Karanlık beni o kadar boğmaya başladı ki.. Bu karanlıktan kurtulmam lazımdı. Karanlıkta iyi, ben iyi hissetmiyorum.. Nefesim daralıyordu. Zaten karanlıktan görmeyen gözlerim iyice kararıyordu. Kalp atışımın tavan yaptığını, gözlerimin tamamen siyah olduğunu hissediyordum. Nefes al ver Taehyun, bayılmamalısın.

Yavaşça sola doğru, duvar ararcasına yürüdüm. Yukarıya, karanlığa bakmaya ve aynı zamanda nefes alış verişimi düzene koymaya çalışıyordum.

Duvarın kenarında uzanan bir çocuk vardı. Heryer kan.. Gözleri cam kesiğiydi. Yüzü, kolları, heryeri.. cam kesiği.. Çocuk cesetinden daha uzağa doğru yanaştım ve oturdum. O kadar korkunç görünüyordu ki. Adeta vücudumda adrenalin tavan yapmıştı. Korkudan ellerimin titreğini ve sadece canımı kurtarmam gerektiğini hissediyordum. Ellerimi sıkıca kenetledim birbirilerine ve nefes alış verişimi düzenlemeye çalıştım.

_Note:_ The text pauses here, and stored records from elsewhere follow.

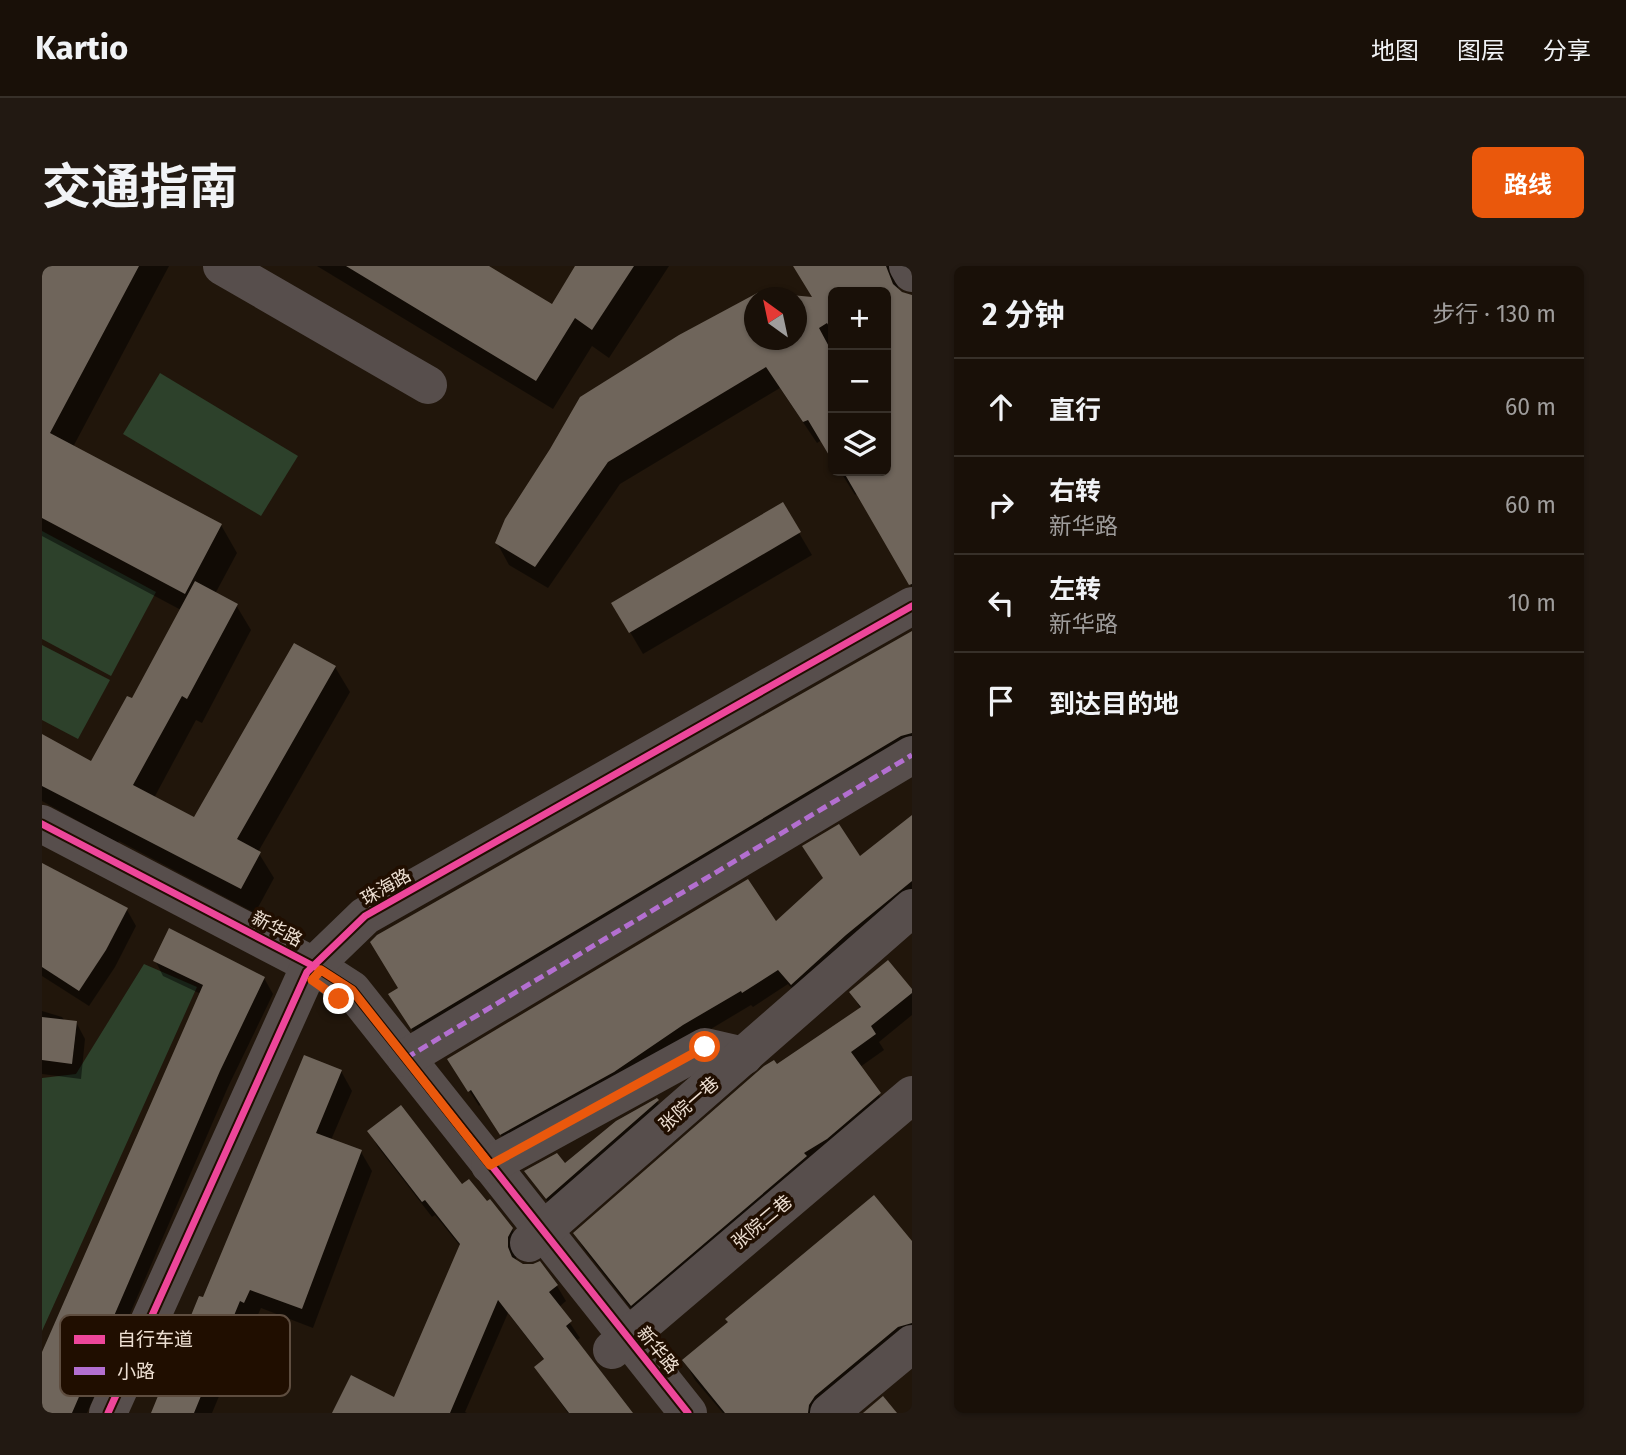 <!DOCTYPE html>
<html lang="zh">
<meta charset="utf-8">
<style>
body{margin:0;font-family:"Fira Sans","Noto Sans SC",sans-serif;background:#221912;color:#f1f3f6}
.controls{position:absolute;right:21px;top:21px;display:grid;overflow:hidden;border-radius:10px;box-shadow:0 2px 5px #0004}
.controls button{width:63px;height:63px;display:grid;place-items:center;padding:0;border:0;border-bottom:2px solid #373029;background:#191008;color:#f1f3f6;font:35px sans-serif}
.compass{position:absolute;left:702px;top:21px;width:63px;height:63px;border-radius:50%;background:#191008;box-shadow:0 2px 5px #0004;rotate:327deg}
.stop{position:absolute;width:21px;height:21px;margin:-16px;border:5px solid #ea580c;border-radius:50%;background:#fff}
.stop.end{background:#ea580c;border-color:#fff;box-shadow:0 2px 7px #0008}
.list{margin:0;padding:0;list-style:none}
h2{display:flex;justify-content:space-between;align-items:center;height:91px;margin:0;padding:0 28px;font-size:30px}
h2 small{font-size:23px;font-weight:400;color:#9f9d9c}
.list li{display:grid;grid-template-columns:46px 1fr auto;gap:21px;align-items:center;box-sizing:border-box;height:98px;padding:0 28px;border-top:2px solid #373029}
.list b{display:block;font-size:26px;white-space:nowrap}
.list p{margin:0;font-size:23px;white-space:nowrap;color:#9f9d9c}
.list em{font-size:23px;font-style:normal;color:#9f9d9c}
.icon{flex:none;width:38px;height:38px;fill:none;stroke:currentColor;stroke-width:2;stroke-linecap:round;stroke-linejoin:round}
.map{position:relative;flex:none;width:870px;height:1147px;overflow:hidden;border-radius:10px}
header{display:flex;align-items:center;gap:42px;box-sizing:border-box;height:98px;padding:0 35px;background:#191008;border-bottom:2px solid #373029}
header strong{font-size:33px}
nav{display:flex;gap:38px;margin-inline-start:auto;font-size:24px}
.intro{display:flex;align-items:center;justify-content:space-between;box-sizing:border-box;height:168px;padding:0 42px}
h1{margin:0;font-size:49px}
.button{padding:18px 32px;border-radius:10px;background:#ea580c;color:#fff;font-size:24px;font-weight:700}
main{display:flex;gap:42px;padding:0 42px}
aside{flex:1;background:#191008;border-radius:10px;box-shadow:0 2px 5px #0004}
.map>svg:first-child{display:block}
</style>
<header>
<strong>Kartio</strong>
<nav><a>地图</a><a>图层</a><a>分享</a></nav>
</header>
<div class="intro"><h1>交通指南</h1><a class="button">路线</a></div>
<main>
<div class="map">
<svg width="870" height="1147" viewBox="0 0 870 1147">
<rect width="100%" height="100%" fill="#21160b"/>
<g fill="#2d412b">
<path d="M118,107L256,190L219,250L81,168Z"/>
<path d="M0,265L114,326L69,410L0,373Z"/>
<path d="M0,379L68,414L36,473L0,454Z"/>
<path d="M102,698L155,721L0,1065V812L34,808Z"/>
</g>
<g fill="#0007">
<path d="M0,0H127L31,181L179,259L195,287L173,328L194,339L209,364L160,457L154,454L112,532L152,553L293,401L308,426L216,586L232,612L213,647L77,575L76,577L0,535V470L50,497L91,435L139,344L0,270Z"/>
<path d="M275,0H444L511,41L536,0H627L567,92L550,80L511,143Z"/>
<path d="M752,0H870L859,11L856,22L857,26L870,30V321L816,227L813,229L798,205H844V26H791V193L780,174L775,177L738,122L578,218L506,322L467,299L455,277L712,32V74H754L772,33Z"/>
<path d="M740,238L770,289L601,388L571,337Z"/>
<path d="M870,367V493L383,784L361,750Z"/>
<path d="M870,552V636L759,733L746,718L711,741L709,739L468,883L439,838L437,840L417,808L733,658Z"/>
<path d="M0,598L85,644L94,660L73,701L47,740L0,710Z"/>
<path d="M113,694L222,712L231,728L186,821L45,1147H0V1090L159,728L121,710Z"/>
<path d="M870,726V749L837,776L842,784L818,801L846,843L598,1054L542,983L533,968L734,800L819,743L809,727Z"/>
<path d="M0,745L20,751L23,755L34,756L43,773L39,813L0,808Z"/>
<path d="M299,805L310,825L289,874L319,886L330,905L271,1062L219,1042L213,1055L209,1054L170,1147H111L162,1033Z"/>
<path d="M615,835L624,851L514,947L484,906L523,900Z"/>
<path d="M327,865L420,920L470,963L479,979L474,987V995L515,1020L524,1035L517,1041L538,1072L533,1075L588,1147H526L494,1102L503,1095L466,1047L423,1146L425,1147H292L353,1133L419,981L393,949L390,951L336,881Z"/>
<path d="M870,978V1079L787,1147H681L653,1114L642,1094Z"/>
</g>
<g fill="#6f655b" fill-rule="evenodd">
<path d="M0,0H97L8,167L180,258L143,328L0,252Z"/>
<path d="M304,0H447L510,38L533,0H592L550,64L533,52L494,115Z"/>
<path d="M751,0H844L851,18L860,26L870,29V318L867,319L801,205H844V26H791V67L785,57L777,62L791,88V196L766,154L761,156L724,101L566,196L493,301L453,277L463,253L508,183L538,131L637,69L717,26L770,31ZM712,32H754V74H712Z"/>
<path d="M741,236L759,266L587,367L569,337Z"/>
<path d="M153,315L196,338L145,433L140,430L91,519L152,551L252,377L294,400L195,573L219,586L199,623L0,520V468L49,495L85,430L90,432Z"/>
<path d="M870,365V467L859,470L369,763L346,728L356,722L328,676L335,669Z"/>
<path d="M870,549V615L804,669L749,719L736,704L700,727L699,725L641,759L572,806L458,869L429,824L426,826L405,793L706,613L734,655L781,612L760,580L797,558L818,590Z"/>
<path d="M0,597L86,642L64,684L37,725L0,701Z"/>
<path d="M127,662L223,711L178,805L30,1147H0V1086L161,719L111,695Z"/>
<path d="M846,694L870,723V727L829,760L834,768L809,786L839,827L785,873L762,887L765,890L589,1040L531,967L722,800L732,794L735,798L819,741L807,726Z"/>
<path d="M0,751L35,755L30,798L0,794Z"/>
<path d="M262,789L300,804L274,867L320,884L260,1043L208,1024L202,1037L198,1035L152,1147H109L157,1030L161,1031Z"/>
<path d="M615,832L617,834L504,933L482,905L515,887L523,897L574,855Z"/>
<path d="M359,839L420,918L427,913L445,935L448,933L471,962L466,971V981L470,991L481,998H491L498,995L516,1019L507,1026L530,1055L524,1060L591,1147H527L492,1101L502,1093L456,1034L408,1147H290L309,1109L352,1131L418,978L383,934L380,936L325,865Z"/>
<path d="M832,929L870,975V1057L856,1061L773,1130L767,1139L766,1147H683L640,1094L686,1056L683,1053Z"/>
<path d="M841,1130L855,1147H821Z"/>
</g>
<g fill="none" stroke-linecap="round" stroke-linejoin="round">
<g stroke="#574e4c" stroke-width="38">
<path d="M180,0L386,119"/>
<path d="M866,0L870,7"/>
<path d="M0,558L279,704L310,724L646,1147"/>
<path d="M364,792L870,489"/>
<path d="M448,899L663,781L702,790"/>
<path d="M487,977L870,642"/>
<path d="M570,1084L870,829"/>
<path d="M66,1147L265,706L323,650L870,340"/>
<path d="M787,1147L870,1078"/>
</g>
<path stroke="#b36fd0" stroke-width="5" stroke-dasharray="10 5" stroke-linecap="butt" d="M364,792L870,489"/>
<g stroke="#200e00" stroke-width="11">
<g id="cycleway">
<path d="M0,558L279,704L310,724L646,1147"/>
<path d="M66,1147L265,706L323,650L870,340"/>
</g>
</g>
<use href="#cycleway" stroke="#ed469a" stroke-width="7"/>
</g>
<g fill="none" stroke-linecap="round" stroke-linejoin="round">
<path stroke="#ea580c" stroke-width="9" d="M297,733L270,714L279,704L310,724L448,899L663,781"/>
</g>
<g text-anchor="middle" dominant-baseline="central" stroke-width="7" stroke-linejoin="round" paint-order="stroke">
<g font-size="18" fill="#eddfd2" stroke="#200e00">
<text transform="translate(344 621) rotate(-30)">珠海路</text>
<text transform="translate(235 663) rotate(28)">新华路</text>
<text transform="translate(647 838) rotate(-41)">张院一巷</text>
<text transform="translate(720 956) rotate(-40)">张院二巷</text>
<text transform="translate(616 1084) rotate(51)">新华路</text>
</g>
</g>
<rect x="18" y="1049" width="230" height="81" rx="10" fill="#200e00" stroke="#5e4d3f" stroke-width="2"/>
<rect x="32" y="1069" width="31" height="9" fill="#ed469a"/>
<rect x="32" y="1101" width="31" height="8" fill="#b36fd0"/>
<g font-size="19" fill="#eddfd2">
<text x="75" y="1080">自行车道</text>
<text x="75" y="1112">小路</text>
</g>
</svg>
<div class="controls">
<button>+</button>
<button>−</button>
<button><svg class="icon" aria-label="layers" viewBox="0 0 24 24"><path d="M12 4l9 5-9 5-9-5zM3 14l9 5 9-5"/></svg></button>
</div>
<svg class="compass" viewBox="-18 -18 36 36"><path d="M0-13l5 13h-10z" fill="#e53935"/><path d="M0 13l5-13h-10z" fill="#9f9d9c"/></svg>
<div class="stop" style="left:663px;top:781px"></div>
<div class="stop end" style="left:297px;top:733px"></div>
</div>
<aside>
<h2>2 分钟<small>步行 · 130 m</small></h2>
<ul class="list">
<li><svg class="icon" aria-label="ahead" viewBox="0 0 24 24"><path d="M12 20V5M6 11l6-6 6 6"/></svg><div><b>直行</b></div><em>60 m</em></li>
<li><svg class="icon" aria-label="right" viewBox="0 0 24 24"><path d="M7 20v-9h11M14 6l5 5-5 5"/></svg><div><b>右转</b><p>新华路</p></div><em>60 m</em></li>
<li><svg class="icon" aria-label="left" viewBox="0 0 24 24"><path d="M17 20v-9H6M10 6l-5 5 5 5"/></svg><div><b>左转</b><p>新华路</p></div><em>10 m</em></li>
<li><svg class="icon" aria-label="arrive" viewBox="0 0 24 24"><path d="M6 21V4h12l-3 4 3 4H6"/></svg><div><b>到达目的地</b></div></li>
</ul>
</aside>
</main>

Yukarıya doğru bakıp kalp atışımı düzene koymaya çalışıyordum. Yavaşça kendime gelmeye başladım. Eğer.. buraya bu kadar cam düştüyse.. banada..? Düşer mi? Lanet ederek oturduğum yerden fırladım. Elimdeki ışığı yukarıya doğru tuttum.

Bu bir binaydı. Bu evden düşen camlar çocuğu öldürmüştü. Peki..? Neden hastanenin içinde bina var? Hemen sol tarafıma ışık tuttum. S-sokak direği. Hastanede sokak direği.. Elim artık telefonu tutamayacak kadar uyuşmuştu. Adeta beynim zonkluyordu. Sağ tarafa tuttum ışığı, bir araba.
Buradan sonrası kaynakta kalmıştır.